# [RAW DATA]
[Start of section]

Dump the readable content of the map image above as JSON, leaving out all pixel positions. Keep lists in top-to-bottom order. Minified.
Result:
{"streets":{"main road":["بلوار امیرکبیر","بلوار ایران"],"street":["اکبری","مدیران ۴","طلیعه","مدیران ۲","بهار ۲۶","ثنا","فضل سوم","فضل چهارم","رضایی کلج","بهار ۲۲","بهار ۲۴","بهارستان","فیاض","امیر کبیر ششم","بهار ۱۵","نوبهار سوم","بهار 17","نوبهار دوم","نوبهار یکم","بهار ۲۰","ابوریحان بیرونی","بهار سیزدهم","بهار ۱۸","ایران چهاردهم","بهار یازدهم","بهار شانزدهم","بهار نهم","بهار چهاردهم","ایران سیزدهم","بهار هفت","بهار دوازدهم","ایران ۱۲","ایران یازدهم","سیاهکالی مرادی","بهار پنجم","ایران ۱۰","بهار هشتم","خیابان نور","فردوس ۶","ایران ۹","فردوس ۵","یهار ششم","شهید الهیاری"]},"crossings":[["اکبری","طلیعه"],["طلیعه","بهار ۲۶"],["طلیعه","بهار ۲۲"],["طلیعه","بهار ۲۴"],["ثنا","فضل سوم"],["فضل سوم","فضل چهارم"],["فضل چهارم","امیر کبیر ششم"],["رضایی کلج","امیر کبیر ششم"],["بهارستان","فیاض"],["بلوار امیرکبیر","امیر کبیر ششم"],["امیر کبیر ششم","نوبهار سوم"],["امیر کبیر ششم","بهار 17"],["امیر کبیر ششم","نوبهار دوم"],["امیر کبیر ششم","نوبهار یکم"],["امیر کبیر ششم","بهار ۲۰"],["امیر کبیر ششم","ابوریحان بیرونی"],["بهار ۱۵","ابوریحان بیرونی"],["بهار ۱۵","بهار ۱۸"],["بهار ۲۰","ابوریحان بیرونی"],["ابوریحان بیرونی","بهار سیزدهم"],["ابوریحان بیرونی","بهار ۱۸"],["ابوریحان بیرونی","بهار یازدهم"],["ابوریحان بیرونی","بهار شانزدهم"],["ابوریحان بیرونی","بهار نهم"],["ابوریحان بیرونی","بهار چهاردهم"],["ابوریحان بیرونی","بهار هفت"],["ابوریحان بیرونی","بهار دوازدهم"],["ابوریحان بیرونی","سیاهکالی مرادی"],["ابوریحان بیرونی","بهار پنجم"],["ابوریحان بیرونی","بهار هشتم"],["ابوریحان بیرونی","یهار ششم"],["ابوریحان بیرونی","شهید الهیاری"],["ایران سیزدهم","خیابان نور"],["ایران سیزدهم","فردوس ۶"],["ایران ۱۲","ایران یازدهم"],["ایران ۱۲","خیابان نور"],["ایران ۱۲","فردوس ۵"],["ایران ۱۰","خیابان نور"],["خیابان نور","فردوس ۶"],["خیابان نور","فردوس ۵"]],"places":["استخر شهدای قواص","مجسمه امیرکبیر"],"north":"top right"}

[End of section]

# [INSTRUCTIONS TO FOLLOW]
Transcribe the material above in full, keeping each word unchanged.

# [WRITTEN ANSWER]
Dump the readable content of the map image above as JSON, leaving out all pixel positions. Keep lists in top-to-bottom order. Minified.
Result:
{"streets":{"main road":["بلوار امیرکبیر","بلوار ایران"],"street":["اکبری","مدیران ۴","طلیعه","مدیران ۲","بهار ۲۶","ثنا","فضل سوم","فضل چهارم","رضایی کلج","بهار ۲۲","بهار ۲۴","بهارستان","فیاض","امیر کبیر ششم","بهار ۱۵","نوبهار سوم","بهار 17","نوبهار دوم","نوبهار یکم","بهار ۲۰","ابوریحان بیرونی","بهار سیزدهم","بهار ۱۸","ایران چهاردهم","بهار یازدهم","بهار شانزدهم","بهار نهم","بهار چهاردهم","ایران سیزدهم","بهار هفت","بهار دوازدهم","ایران ۱۲","ایران یازدهم","سیاهکالی مرادی","بهار پنجم","ایران ۱۰","بهار هشتم","خیابان نور","فردوس ۶","ایران ۹","فردوس ۵","یهار ششم","شهید الهیاری"]},"crossings":[["اکبری","طلیعه"],["طلیعه","بهار ۲۶"],["طلیعه","بهار ۲۲"],["طلیعه","بهار ۲۴"],["ثنا","فضل سوم"],["فضل سوم","فضل چهارم"],["فضل چهارم","امیر کبیر ششم"],["رضایی کلج","امیر کبیر ششم"],["بهارستان","فیاض"],["بلوار امیرکبیر","امیر کبیر ششم"],["امیر کبیر ششم","نوبهار سوم"],["امیر کبیر ششم","بهار 17"],["امیر کبیر ششم","نوبهار دوم"],["امیر کبیر ششم","نوبهار یکم"],["امیر کبیر ششم","بهار ۲۰"],["امیر کبیر ششم","ابوریحان بیرونی"],["بهار ۱۵","ابوریحان بیرونی"],["بهار ۱۵","بهار ۱۸"],["بهار ۲۰","ابوریحان بیرونی"],["ابوریحان بیرونی","بهار سیزدهم"],["ابوریحان بیرونی","بهار ۱۸"],["ابوریحان بیرونی","بهار یازدهم"],["ابوریحان بیرونی","بهار شانزدهم"],["ابوریحان بیرونی","بهار نهم"],["ابوریحان بیرونی","بهار چهاردهم"],["ابوریحان بیرونی","بهار هفت"],["ابوریحان بیرونی","بهار دوازدهم"],["ابوریحان بیرونی","سیاهکالی مرادی"],["ابوریحان بیرونی","بهار پنجم"],["ابوریحان بیرونی","بهار هشتم"],["ابوریحان بیرونی","یهار ششم"],["ابوریحان بیرونی","شهید الهیاری"],["ایران سیزدهم","خیابان نور"],["ایران سیزدهم","فردوس ۶"],["ایران ۱۲","ایران یازدهم"],["ایران ۱۲","خیابان نور"],["ایران ۱۲","فردوس ۵"],["ایران ۱۰","خیابان نور"],["خیابان نور","فردوس ۶"],["خیابان نور","فردوس ۵"]],"places":["استخر شهدای قواص","مجسمه امیرکبیر"],"north":"top right"}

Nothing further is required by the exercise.